Montaigne n’adhère jamais à une tradition philosophique; il explore tous les terrains sans adhérer à aucun, il ne revendique aucun patrimoine, seulement un certain usage de la raison et du discours. S’il est sceptique, c’est dans la mesure précisément où il soumet aussi au doute le «dogme» du scepticisme pyrrhonien (notez l’ironie), où il pyrrhonise le pyrrhonisme, lui demeurant fidèle par sa trahison, le renforçant en l’affaiblissant – il n’en cite d’ailleurs jamais les promoteurs, comme Sextus Empiricus. Il n’encense donc pas une doctrine mais fait sienne une technique, une stratégie énonciative qui prône la suspension du jugement et la mise en confrontation des représentations du monde ou des opinions. Il ne fait pas un usage apologétique du scepticisme pour asséner, par exemple, des vérités sur la religion chrétienne: il en fait un usage exploratoire – ce qu’on appelle la zététique pyrrhonienne (du grec zèteo, «chercher»). C’est un moyen de comparer et de mener l’enquête sur les avis contradictoires, de les soupeser: exagium, d’où vient le mot essai, c’est littéralement la pesée des opinions. On les évalue avec une rigueur critique, sans assentiment cognitif.

L’autre grand enseignement que l’on peut tirer de Montaigne aujourd’hui, c’est celui qui est issu de son discours sur l’individu…

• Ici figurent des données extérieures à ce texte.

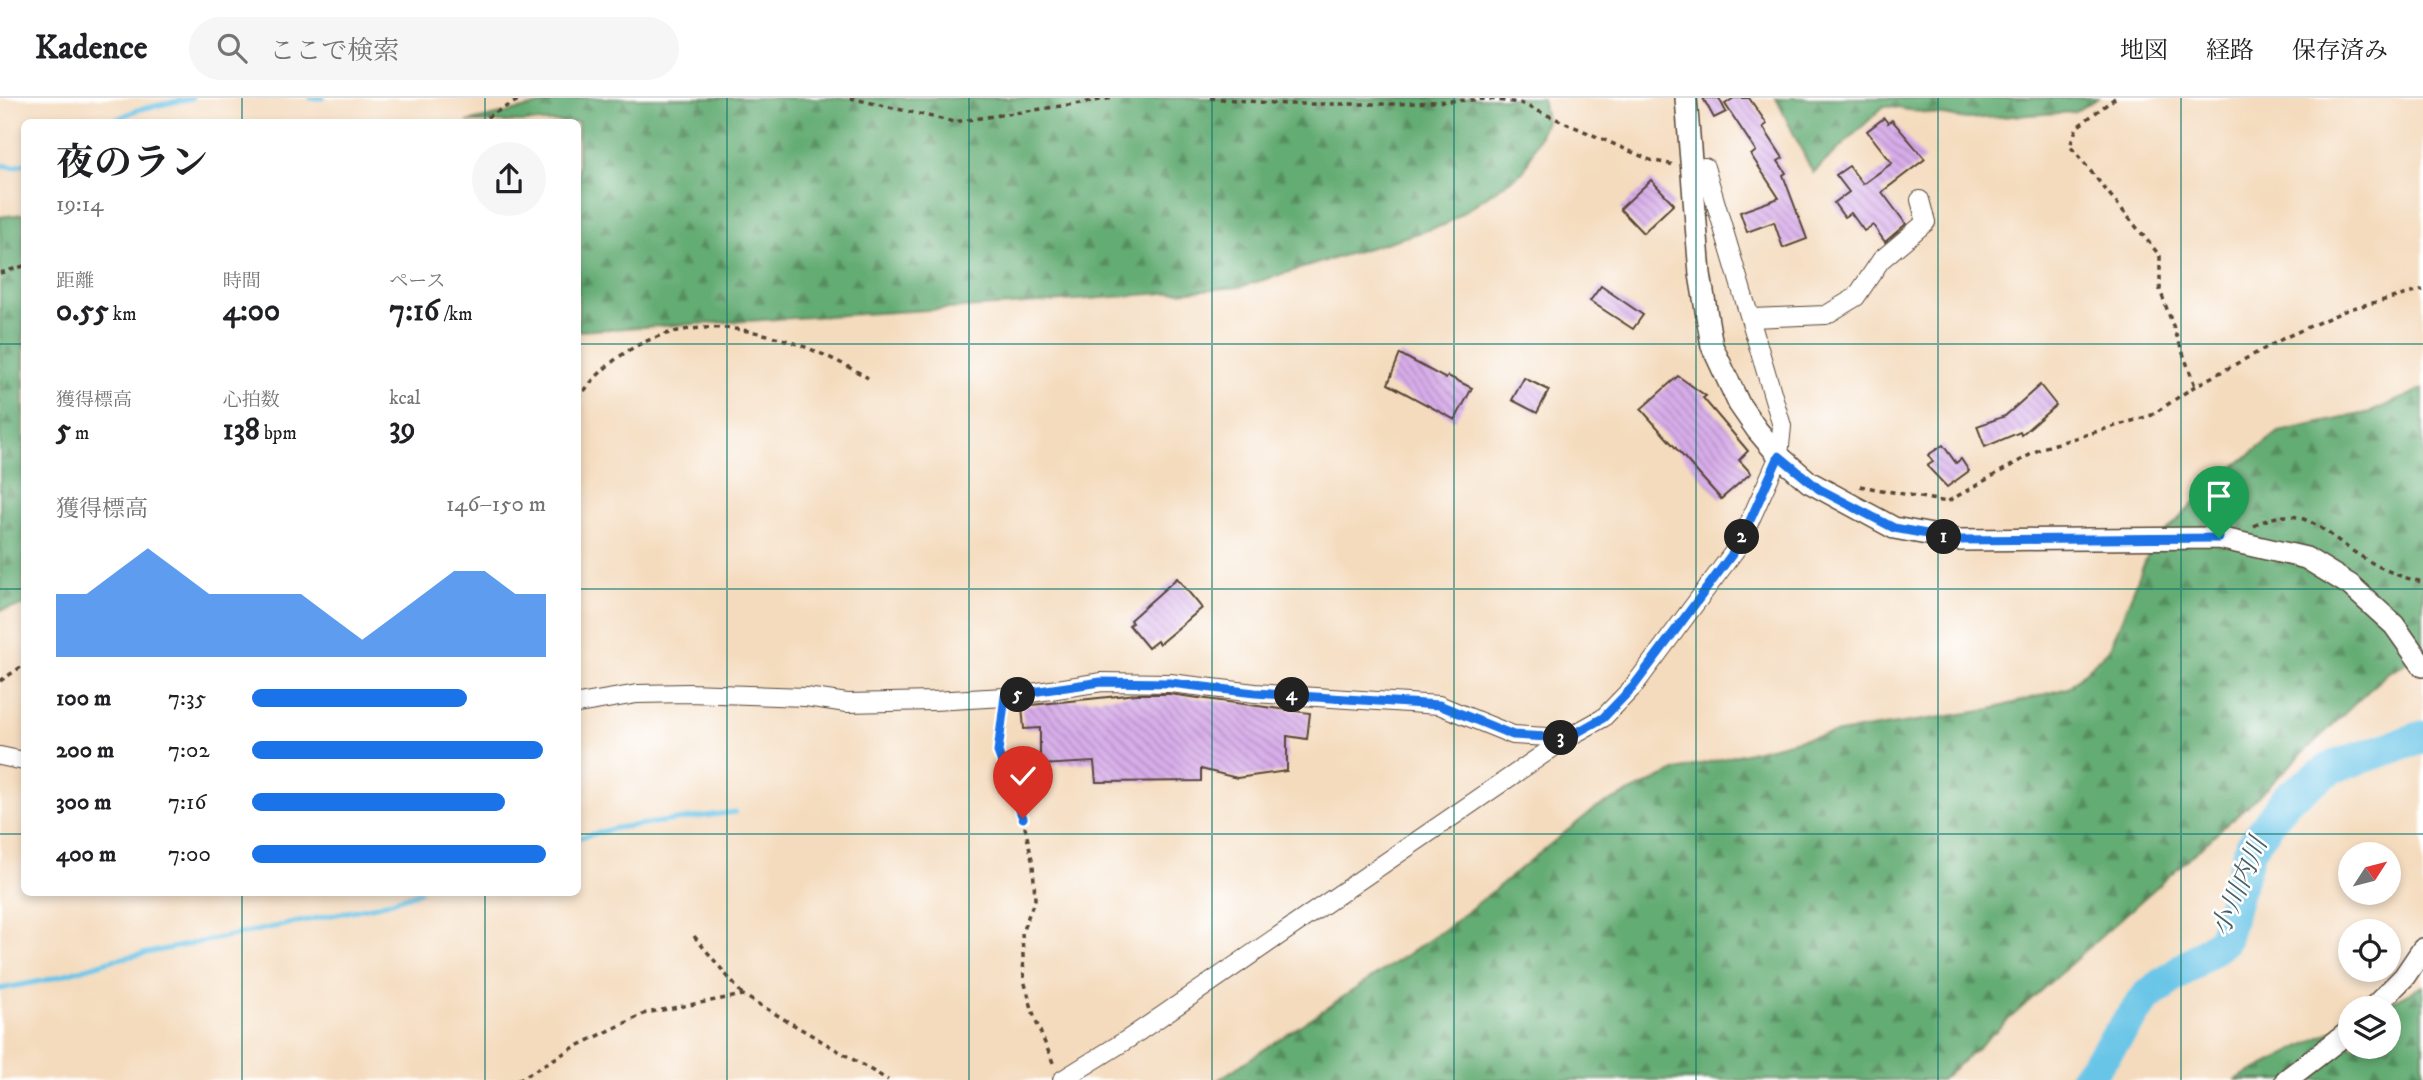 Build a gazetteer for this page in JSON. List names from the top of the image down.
{
  "water": ["小川内川"],
  "north": "top right",
  "page": {
    "header": "Kadence",
    "search": "ここで検索",
    "nav": ["地図", "経路", "保存済み"],
    "heading": ["夜のラン", "19:14"],
    "stats": [
      ["距離", "0.55 km"],
      ["時間", "4:00"],
      ["ペース", "7:16 /km"],
      ["獲得標高", "5 m"],
      ["心拍数", "138 bpm"],
      ["kcal", "39"]
    ],
    "chart": ["獲得標高", "146–150 m"],
    "pins": [
      "1",
      "2",
      "4",
      "5",
      "3"
    ],
    "list": [
      {
        "name": "100 m",
        "note": "7:35"
      },
      {
        "name": "200 m",
        "note": "7:02"
      },
      {
        "name": "300 m",
        "note": "7:16"
      },
      {
        "name": "400 m",
        "note": "7:00"
      }
    ]
  }
} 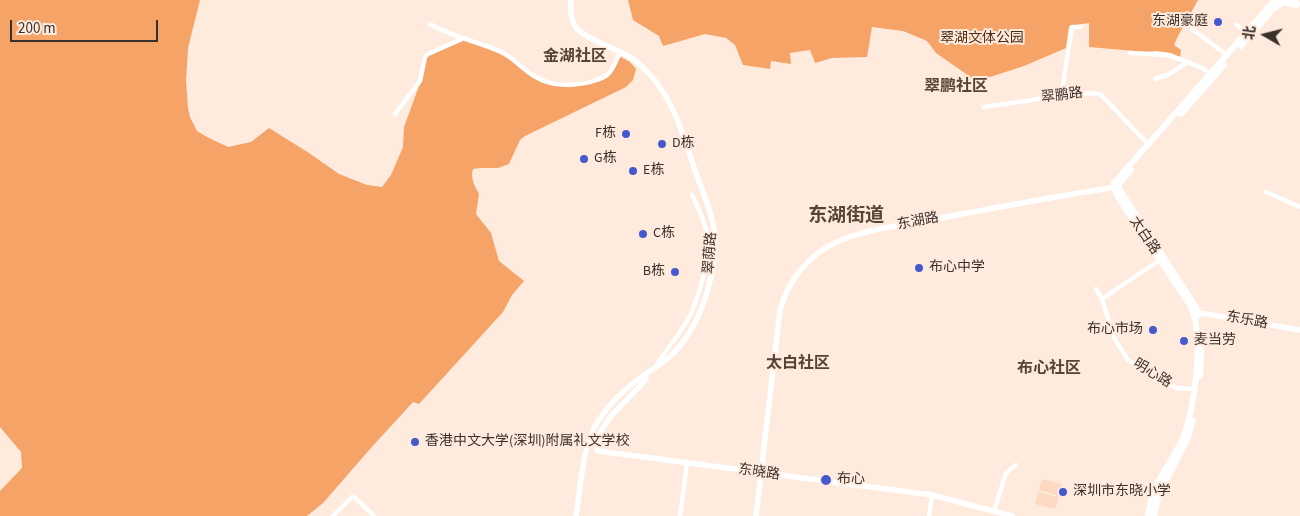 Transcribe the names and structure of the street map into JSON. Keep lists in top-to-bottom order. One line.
{"streets":{"main road":["太白路"],"street":["翠鹏路","东湖路","翠荫路","东乐路","明心路","东晓路"]},"crossings":[["东湖路","太白路"],["东湖路","东晓路"],["太白路","东乐路"],["太白路","明心路"],["翠荫路","东晓路"]],"districts":["金湖社区","翠鹏社区","东湖街道","太白社区","布心社区"],"parks":["翠湖文体公园"],"places":["东湖豪庭","F栋","D栋","G栋","E栋","C栋","布心中学","B栋","布心市场","麦当劳","香港中文大学(深圳)附属礼文学校","布心","深圳市东晓小学"],"scale_bar":"200 m","north":"left"}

Les Essais sont, encore une fois, une écriture du moi. On dit souvent que Montaigne traite de tous les sujets, mais le fil conducteur, c’est cette instance de la première personne, qui ponctue son discours. Certains, comme Pascal au XVIIe siècle, vont parler du «sot projet de se peindre» de Montaigne, et vont voir cette manière de mettre en avant le «je» comme vanité, concupiscence ou narcissisme. Trop parler de soi, c’est d’ailleurs une critique que l’on fait souvent aux habitudes de notre propre époque…

Mais il me semble que Montaigne accorde un autre statut à la première personne, que l’on pourrait appeler une forme d’humilité relativiste: pour lui, toute connaissance, finalement, renvoie au sujet qui l’assume, et non pas à l’objet du monde qu’elle veut saisir. Il y a là comme un paradoxe qui dirait: «Plus j’affirme les choses en mon nom propre, plus j’installe une distance critique avec la validité de mes propres énoncés.» Ce faisant, je relativise leur valeur: cette pensée, ce sentiment sont relatifs à moi, en tant qu’individu, à un moment donné de mon existence. Donc, rapporter la représentation du monde au sujet qui l’énonce, c’est justement se purger de tout dogmatisme, c’est marquer les limites de son propre discours. Le tort du dogmatique, c’est bien de s’oublier comme sujet du discours, de prétendre décrire objectivement les états du monde et non pas ceux de sa pensée et la manière dont les phénomènes la traversent et l’affectent. Là, je trouve que Montaigne a vraiment quelque chose à nous apprendre sur ce que veut dire «je».

Antoine Compagnon, «Un Eté avec Montaigne», Editions des Equateurs/France Inter, 2013. Sarah Bakewell, «Comment vivre? Une vie de Montaigne en une question et vingt tentatives de réponses», Albin Michel, 2013. «Dictionnaire de Michel de Montaigne», dir. Philippe Desan, Honoré Champion, 2007.